▸ **Task**:
Lines holding the string "speed" are the ones to copy; find them all in the data.

▸ **Records for this exercise**:
*** Begin section ***

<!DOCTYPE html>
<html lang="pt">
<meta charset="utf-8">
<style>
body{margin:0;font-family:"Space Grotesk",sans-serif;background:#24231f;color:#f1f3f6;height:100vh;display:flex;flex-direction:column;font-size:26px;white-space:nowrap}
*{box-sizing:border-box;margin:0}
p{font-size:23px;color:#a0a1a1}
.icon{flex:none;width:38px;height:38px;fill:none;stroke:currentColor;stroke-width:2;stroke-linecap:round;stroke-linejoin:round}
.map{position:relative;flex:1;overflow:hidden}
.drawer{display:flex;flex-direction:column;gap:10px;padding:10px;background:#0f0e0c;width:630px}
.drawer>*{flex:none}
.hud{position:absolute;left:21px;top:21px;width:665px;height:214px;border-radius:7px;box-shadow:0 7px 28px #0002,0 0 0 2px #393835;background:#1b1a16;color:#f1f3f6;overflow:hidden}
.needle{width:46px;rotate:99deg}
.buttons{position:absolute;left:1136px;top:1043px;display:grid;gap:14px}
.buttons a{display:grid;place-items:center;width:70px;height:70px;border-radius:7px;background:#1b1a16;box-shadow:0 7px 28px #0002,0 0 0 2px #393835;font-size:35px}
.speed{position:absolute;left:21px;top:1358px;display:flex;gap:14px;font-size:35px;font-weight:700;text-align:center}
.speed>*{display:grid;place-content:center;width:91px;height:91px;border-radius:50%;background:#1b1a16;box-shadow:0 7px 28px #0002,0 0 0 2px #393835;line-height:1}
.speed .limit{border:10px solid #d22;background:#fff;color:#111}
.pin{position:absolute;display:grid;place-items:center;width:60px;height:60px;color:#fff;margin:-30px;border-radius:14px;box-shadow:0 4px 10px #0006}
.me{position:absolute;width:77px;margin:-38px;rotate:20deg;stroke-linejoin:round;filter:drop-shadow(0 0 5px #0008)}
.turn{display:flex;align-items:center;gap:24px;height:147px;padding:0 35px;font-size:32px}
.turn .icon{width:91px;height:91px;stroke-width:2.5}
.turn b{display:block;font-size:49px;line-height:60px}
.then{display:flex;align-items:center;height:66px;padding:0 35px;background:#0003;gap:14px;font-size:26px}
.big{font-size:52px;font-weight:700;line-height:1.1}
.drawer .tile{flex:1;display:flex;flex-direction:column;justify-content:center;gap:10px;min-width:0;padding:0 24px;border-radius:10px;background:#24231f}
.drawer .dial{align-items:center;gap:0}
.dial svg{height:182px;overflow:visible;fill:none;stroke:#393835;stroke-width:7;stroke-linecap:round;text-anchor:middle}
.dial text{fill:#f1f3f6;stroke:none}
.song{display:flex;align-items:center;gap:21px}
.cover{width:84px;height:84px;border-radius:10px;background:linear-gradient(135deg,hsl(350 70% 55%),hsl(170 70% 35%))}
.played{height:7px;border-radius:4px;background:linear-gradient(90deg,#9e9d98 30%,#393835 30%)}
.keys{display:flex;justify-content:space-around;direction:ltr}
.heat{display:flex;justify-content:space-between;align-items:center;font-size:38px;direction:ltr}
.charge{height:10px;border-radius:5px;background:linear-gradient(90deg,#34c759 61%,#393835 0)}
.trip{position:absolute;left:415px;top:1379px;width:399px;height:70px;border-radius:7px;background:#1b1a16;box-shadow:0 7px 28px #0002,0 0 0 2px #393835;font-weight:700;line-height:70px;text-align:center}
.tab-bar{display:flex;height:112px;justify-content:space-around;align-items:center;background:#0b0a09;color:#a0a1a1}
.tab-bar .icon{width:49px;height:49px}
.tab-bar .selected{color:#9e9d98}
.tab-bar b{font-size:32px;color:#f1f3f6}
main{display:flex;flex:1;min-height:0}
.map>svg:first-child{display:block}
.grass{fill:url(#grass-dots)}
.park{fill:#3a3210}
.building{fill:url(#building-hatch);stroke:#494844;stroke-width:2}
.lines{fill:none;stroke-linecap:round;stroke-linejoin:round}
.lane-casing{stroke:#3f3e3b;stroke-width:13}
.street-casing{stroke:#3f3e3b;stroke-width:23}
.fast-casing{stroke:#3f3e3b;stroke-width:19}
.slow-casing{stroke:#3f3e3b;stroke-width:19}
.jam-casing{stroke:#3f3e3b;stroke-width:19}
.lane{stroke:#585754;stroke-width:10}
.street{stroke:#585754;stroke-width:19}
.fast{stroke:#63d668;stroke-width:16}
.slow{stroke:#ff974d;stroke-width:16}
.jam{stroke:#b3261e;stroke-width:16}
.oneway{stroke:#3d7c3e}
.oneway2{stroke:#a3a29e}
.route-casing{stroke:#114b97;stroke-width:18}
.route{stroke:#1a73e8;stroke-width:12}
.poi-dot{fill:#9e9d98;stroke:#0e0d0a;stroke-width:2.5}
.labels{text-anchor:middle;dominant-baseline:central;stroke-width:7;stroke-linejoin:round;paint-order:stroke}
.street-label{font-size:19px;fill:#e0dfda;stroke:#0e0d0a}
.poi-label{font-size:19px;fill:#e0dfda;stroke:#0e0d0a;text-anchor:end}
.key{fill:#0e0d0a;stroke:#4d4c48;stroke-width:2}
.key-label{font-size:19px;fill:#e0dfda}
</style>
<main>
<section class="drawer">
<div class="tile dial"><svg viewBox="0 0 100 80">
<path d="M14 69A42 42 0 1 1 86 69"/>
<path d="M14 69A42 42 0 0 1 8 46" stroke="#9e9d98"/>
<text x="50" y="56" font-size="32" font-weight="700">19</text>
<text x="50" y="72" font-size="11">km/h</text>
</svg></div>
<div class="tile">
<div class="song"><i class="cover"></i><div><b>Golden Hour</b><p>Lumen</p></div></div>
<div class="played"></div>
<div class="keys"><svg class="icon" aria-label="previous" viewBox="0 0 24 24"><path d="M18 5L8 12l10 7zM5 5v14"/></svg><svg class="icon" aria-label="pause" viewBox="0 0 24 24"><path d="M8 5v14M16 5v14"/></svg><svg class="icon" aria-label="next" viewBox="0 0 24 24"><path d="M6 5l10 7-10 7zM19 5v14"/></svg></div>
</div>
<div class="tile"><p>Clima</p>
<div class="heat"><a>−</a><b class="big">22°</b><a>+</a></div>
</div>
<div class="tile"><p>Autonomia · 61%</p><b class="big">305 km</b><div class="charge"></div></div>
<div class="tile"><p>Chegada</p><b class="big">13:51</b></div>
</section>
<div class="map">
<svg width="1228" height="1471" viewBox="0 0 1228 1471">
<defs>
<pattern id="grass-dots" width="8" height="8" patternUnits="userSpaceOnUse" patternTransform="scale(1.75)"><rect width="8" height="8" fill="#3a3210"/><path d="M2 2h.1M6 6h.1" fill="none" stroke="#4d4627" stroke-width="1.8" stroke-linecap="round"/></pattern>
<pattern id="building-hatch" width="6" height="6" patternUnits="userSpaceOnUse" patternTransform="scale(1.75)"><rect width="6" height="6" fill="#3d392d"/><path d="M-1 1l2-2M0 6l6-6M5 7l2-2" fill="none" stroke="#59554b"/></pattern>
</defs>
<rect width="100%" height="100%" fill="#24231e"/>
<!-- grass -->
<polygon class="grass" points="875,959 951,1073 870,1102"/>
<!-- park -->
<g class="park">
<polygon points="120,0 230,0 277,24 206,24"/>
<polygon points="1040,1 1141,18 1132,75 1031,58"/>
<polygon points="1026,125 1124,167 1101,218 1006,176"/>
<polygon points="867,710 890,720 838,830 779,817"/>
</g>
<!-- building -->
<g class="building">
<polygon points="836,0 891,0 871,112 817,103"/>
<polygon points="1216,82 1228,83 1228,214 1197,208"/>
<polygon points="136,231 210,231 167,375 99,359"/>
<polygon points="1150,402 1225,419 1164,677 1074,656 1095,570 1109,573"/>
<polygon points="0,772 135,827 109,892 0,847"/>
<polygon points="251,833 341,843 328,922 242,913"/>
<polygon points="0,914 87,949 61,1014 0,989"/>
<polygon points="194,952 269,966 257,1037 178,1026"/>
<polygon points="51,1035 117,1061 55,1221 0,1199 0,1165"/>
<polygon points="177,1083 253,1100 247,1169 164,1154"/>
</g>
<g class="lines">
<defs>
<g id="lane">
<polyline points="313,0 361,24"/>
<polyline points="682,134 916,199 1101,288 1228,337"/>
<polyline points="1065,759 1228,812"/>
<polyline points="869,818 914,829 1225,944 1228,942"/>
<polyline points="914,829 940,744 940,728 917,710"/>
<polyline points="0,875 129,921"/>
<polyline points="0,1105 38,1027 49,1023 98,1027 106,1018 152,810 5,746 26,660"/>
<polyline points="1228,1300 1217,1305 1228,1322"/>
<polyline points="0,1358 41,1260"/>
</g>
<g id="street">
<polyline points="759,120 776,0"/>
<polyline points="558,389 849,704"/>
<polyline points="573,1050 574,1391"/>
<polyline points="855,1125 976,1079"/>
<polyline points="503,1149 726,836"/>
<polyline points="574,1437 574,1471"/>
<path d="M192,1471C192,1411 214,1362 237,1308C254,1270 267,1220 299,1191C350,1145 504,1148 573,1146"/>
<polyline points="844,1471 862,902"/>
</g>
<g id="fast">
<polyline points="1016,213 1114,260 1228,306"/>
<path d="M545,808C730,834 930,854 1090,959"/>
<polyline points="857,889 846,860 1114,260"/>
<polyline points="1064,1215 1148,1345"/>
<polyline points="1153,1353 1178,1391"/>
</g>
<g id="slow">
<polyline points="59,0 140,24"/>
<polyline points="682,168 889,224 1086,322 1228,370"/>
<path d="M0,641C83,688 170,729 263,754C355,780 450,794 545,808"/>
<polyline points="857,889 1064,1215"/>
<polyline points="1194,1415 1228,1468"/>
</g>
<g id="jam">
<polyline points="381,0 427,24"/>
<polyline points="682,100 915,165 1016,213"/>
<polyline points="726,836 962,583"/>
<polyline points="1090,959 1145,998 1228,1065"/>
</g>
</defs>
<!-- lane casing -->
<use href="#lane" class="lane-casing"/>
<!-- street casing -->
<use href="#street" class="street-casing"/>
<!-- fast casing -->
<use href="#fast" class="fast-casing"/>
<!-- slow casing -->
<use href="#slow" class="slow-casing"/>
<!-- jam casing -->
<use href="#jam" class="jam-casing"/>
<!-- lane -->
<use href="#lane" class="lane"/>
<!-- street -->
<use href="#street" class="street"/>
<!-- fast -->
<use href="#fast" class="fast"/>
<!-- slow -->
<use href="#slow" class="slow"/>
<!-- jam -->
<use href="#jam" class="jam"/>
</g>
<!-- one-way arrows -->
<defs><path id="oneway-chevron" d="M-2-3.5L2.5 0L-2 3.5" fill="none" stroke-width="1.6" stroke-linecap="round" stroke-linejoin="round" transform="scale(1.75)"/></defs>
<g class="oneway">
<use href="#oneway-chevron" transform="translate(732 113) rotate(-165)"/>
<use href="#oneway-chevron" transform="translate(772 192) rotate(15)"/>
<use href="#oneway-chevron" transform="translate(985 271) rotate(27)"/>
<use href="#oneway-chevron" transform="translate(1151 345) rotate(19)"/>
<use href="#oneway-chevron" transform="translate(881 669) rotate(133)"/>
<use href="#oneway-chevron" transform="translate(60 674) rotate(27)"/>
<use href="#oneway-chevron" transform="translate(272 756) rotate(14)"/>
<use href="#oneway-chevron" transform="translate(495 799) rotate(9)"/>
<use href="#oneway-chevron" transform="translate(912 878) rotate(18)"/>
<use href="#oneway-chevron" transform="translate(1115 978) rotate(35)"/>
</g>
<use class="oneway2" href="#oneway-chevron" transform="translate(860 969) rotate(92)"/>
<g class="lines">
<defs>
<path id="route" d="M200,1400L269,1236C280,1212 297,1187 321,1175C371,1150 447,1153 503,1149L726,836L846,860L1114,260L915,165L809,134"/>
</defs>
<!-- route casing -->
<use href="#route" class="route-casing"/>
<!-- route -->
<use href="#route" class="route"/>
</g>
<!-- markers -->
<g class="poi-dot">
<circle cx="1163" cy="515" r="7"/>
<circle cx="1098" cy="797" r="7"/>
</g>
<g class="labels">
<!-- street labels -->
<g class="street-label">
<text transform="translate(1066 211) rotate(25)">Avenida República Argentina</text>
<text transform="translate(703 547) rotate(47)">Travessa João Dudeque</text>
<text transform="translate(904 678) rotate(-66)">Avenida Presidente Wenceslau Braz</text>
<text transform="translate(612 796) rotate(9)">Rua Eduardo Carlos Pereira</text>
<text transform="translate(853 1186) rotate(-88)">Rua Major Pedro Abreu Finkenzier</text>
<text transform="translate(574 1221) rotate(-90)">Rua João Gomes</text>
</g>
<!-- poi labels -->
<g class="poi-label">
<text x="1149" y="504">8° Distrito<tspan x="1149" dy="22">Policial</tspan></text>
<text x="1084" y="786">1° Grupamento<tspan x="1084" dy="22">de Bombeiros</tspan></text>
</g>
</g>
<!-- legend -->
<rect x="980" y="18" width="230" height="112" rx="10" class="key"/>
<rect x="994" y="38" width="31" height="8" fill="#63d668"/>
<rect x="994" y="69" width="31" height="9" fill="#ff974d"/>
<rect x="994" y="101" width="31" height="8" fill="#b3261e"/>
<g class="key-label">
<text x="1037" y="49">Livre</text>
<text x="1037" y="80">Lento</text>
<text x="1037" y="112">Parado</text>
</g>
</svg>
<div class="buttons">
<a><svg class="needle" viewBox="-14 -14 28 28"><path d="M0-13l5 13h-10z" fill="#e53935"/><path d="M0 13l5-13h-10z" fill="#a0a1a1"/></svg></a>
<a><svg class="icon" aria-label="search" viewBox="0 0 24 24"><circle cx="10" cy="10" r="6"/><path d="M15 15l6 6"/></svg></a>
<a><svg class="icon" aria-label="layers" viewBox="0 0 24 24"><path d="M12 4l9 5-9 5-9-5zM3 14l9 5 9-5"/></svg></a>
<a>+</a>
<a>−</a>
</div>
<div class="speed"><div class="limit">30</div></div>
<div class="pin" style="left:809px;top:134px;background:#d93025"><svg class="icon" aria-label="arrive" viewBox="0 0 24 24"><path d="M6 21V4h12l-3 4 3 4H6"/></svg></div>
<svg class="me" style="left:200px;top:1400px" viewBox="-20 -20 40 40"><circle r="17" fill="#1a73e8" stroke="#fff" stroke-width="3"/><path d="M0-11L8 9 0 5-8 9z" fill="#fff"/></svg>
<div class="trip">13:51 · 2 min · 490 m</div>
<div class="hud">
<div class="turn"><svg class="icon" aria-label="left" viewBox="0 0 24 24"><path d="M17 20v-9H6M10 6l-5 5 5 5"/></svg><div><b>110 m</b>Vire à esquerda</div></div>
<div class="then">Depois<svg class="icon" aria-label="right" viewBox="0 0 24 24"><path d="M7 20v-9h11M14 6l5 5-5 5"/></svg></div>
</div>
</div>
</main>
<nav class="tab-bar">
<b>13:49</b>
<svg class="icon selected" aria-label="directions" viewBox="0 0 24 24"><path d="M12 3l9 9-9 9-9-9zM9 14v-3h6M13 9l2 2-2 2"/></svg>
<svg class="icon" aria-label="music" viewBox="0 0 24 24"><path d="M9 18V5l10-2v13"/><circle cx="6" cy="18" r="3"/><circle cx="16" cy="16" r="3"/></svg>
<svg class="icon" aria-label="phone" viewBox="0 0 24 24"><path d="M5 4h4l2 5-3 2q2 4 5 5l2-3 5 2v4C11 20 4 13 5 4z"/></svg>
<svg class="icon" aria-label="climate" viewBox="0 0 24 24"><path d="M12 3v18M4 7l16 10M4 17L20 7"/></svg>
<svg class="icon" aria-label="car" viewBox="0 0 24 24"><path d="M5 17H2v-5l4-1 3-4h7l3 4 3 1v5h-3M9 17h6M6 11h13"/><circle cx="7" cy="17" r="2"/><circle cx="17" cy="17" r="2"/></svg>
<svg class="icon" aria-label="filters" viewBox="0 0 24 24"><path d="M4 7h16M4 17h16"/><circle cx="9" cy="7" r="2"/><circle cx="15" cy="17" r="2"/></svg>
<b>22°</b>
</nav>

*** End section ***

▸ **Written response**:
.speed{position:absolute;left:21px;top:1358px;display:flex;gap:14px;font-size:35px;font-weight:700;text-align:center}
.speed>*{display:grid;place-content:center;width:91px;height:91px;border-radius:50%;background:#1b1a16;box-shadow:0 7px 28px #0002,0 0 0 2px #393835;line-height:1}
.speed .limit{border:10px solid #d22;background:#fff;color:#111}
<div class="speed"><div class="limit">30</div></div>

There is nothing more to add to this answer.